A Chance Encounter

A good friend of mine, Sara, who’s also an avid traveller, once remarked to me that one of the things she most likes about hitting the road is the fact that you end up having random encounters with people that you’d never meet in daily life.
How right she is.  And of quite a few that I had over the years (one even resulting in a friendship that’s spanned almost three decades) there’s one I had in Laos that I just has to be told.

Most nights in Luang Prabang, I’d head to the night market - either for a stroll, a drink or an evening meal.  Packed with stalls, I tended to head to the one marked ‘Vegetarian food’ where I found a mum, sister and brother running a great little set-up.  

I fell into a comfortable routine - I’d order my food, pay, then make my way to one of the many wooden tables, clutching my wooden sign bearing a number and the stall name.

Then I’d sit with a bottle of water and my book and wait for my dish to be brought over.

This night was different however - the night market was packed and finding a table wasn’t easy. 

I’d only just opened my book when I noticed a woman next to me, clearly looking for a spot to plonk herself down.  Not actively looking for company but anxious not to be rude, I motioned to the empty seat across from me.  Gratefully, she accepted.

Enter Rachel Sarah (an astonishing coincidence in itself, since my name is Sarah Rachel), a doctor from Colorado who - she informed me - lived off the grid, got by with solar power, had no neighbours for miles around and shot her own elk and moose (which she bartered with other like-minded off-grid folks) for other things she might need in her home.

An epidemiologist by profession, she was able to turn her hand to general medicine when necessary, in order to treat people in her locale although she wasn’t working full-time.  As a child, she said, she’d spent time in Asia and, feeling somewhat nostalgic, had decided make a trip back to this part of the world.

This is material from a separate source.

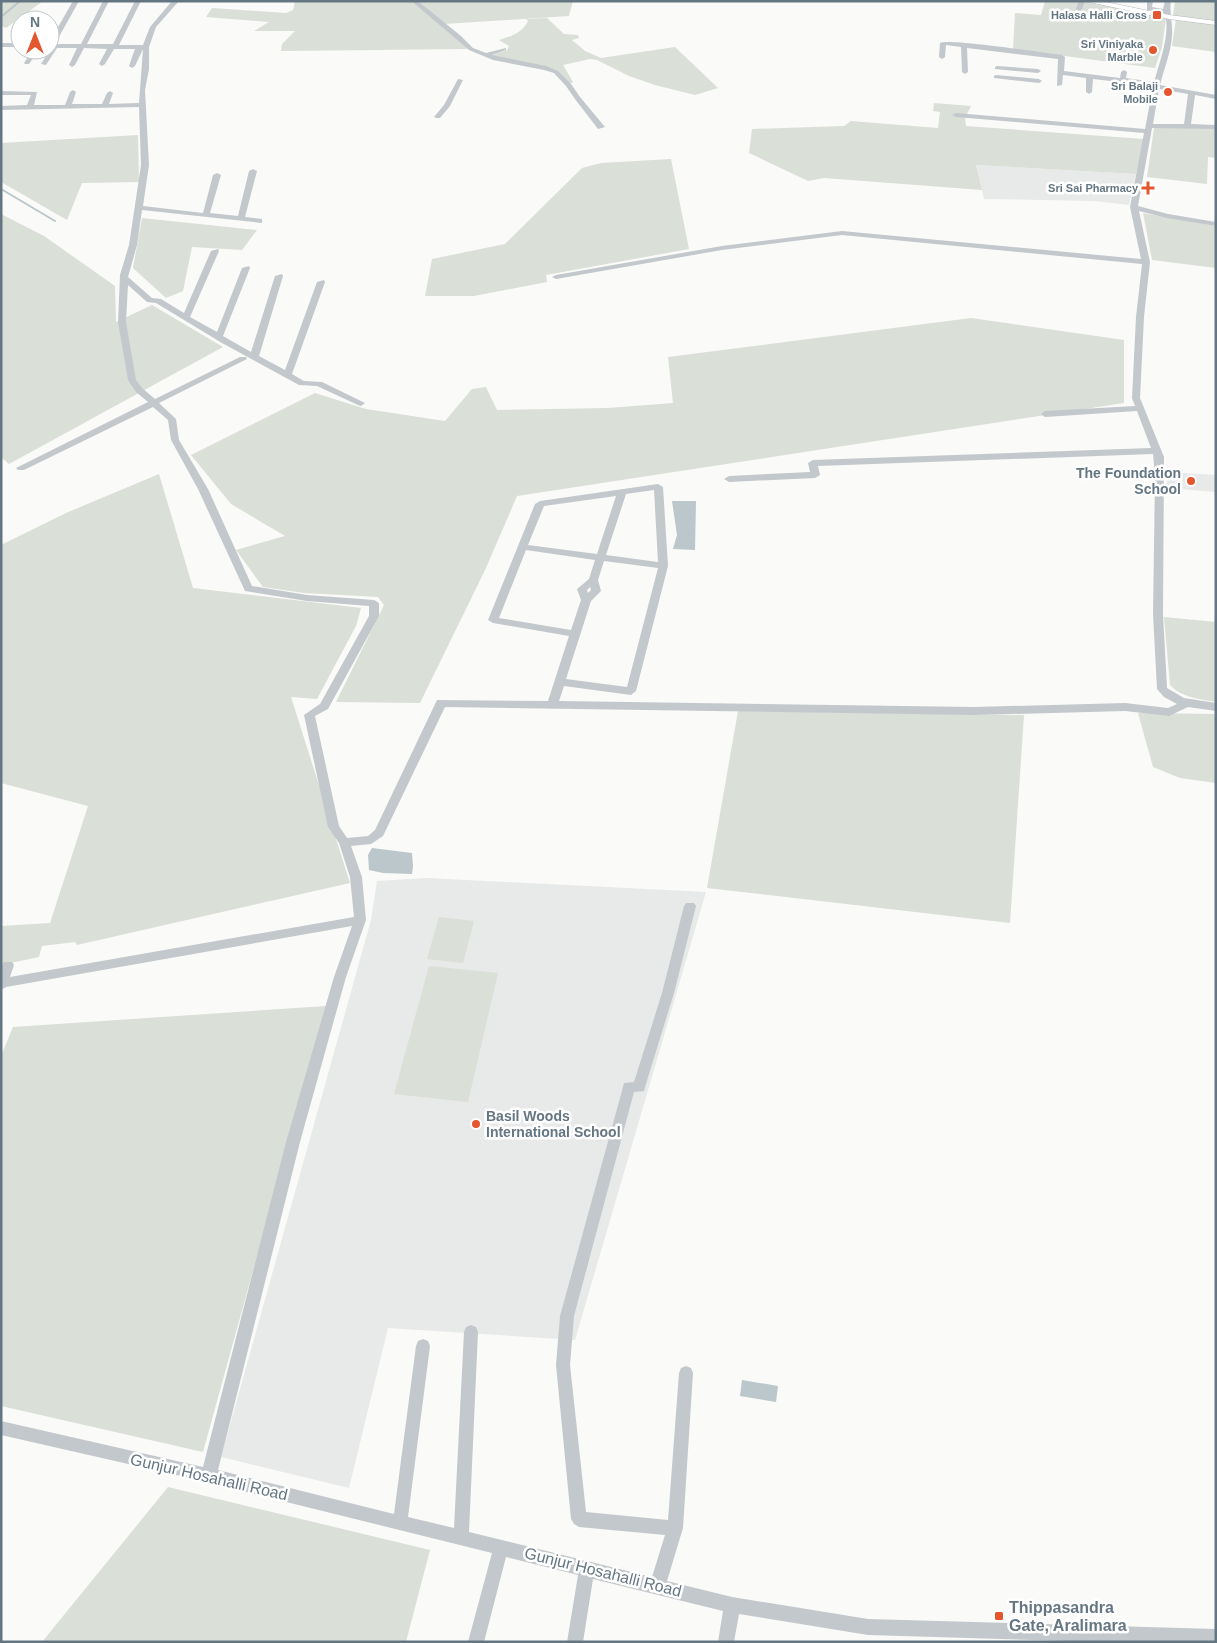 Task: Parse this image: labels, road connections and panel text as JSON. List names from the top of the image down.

For the rest of the evening, we talked about anything and everything - politics in the USA, solo treks in odd parts of the world (she’d driven a land rover from Cairo to Cape Town) her desire to live off grid, far from people, just her and her dog, and our impressions of Laos.

She was the first person in Luang Prabang I was able to have a serious conversation with about the extreme poverty in the country, not to mention the real hardships locals face on a daily basis.  It’s a subject that most tourists give little thought to, but something that had been nagging away at me for some days now and apparently she felt the same.

We spoke of how much we take for granted in the west - clean water, decent infrastructure, healthcare, advanced educational opportunities, financial independence.  These are things people here can only dream of.  

Many of the locals I’d talked to here had never even visited Vientiane (the country’s capital), let alone travelled across the border to Vietnam or Thailand, or taken a plane to another continent. 

I confessed to her how ‘guilty’ I felt at paying $25 a night for accommodation in a guesthouse by the river, knowing what a fortune this sum was to the woman who cleaned my room each day.

Then Rachel told me a story that I still haven’t been able to forget. 

The stall next to mine at this very market was where she’d been eating, night after night, and the previous evening, when she’d arrived, she’d noticed a look of consternation on the owner’s face.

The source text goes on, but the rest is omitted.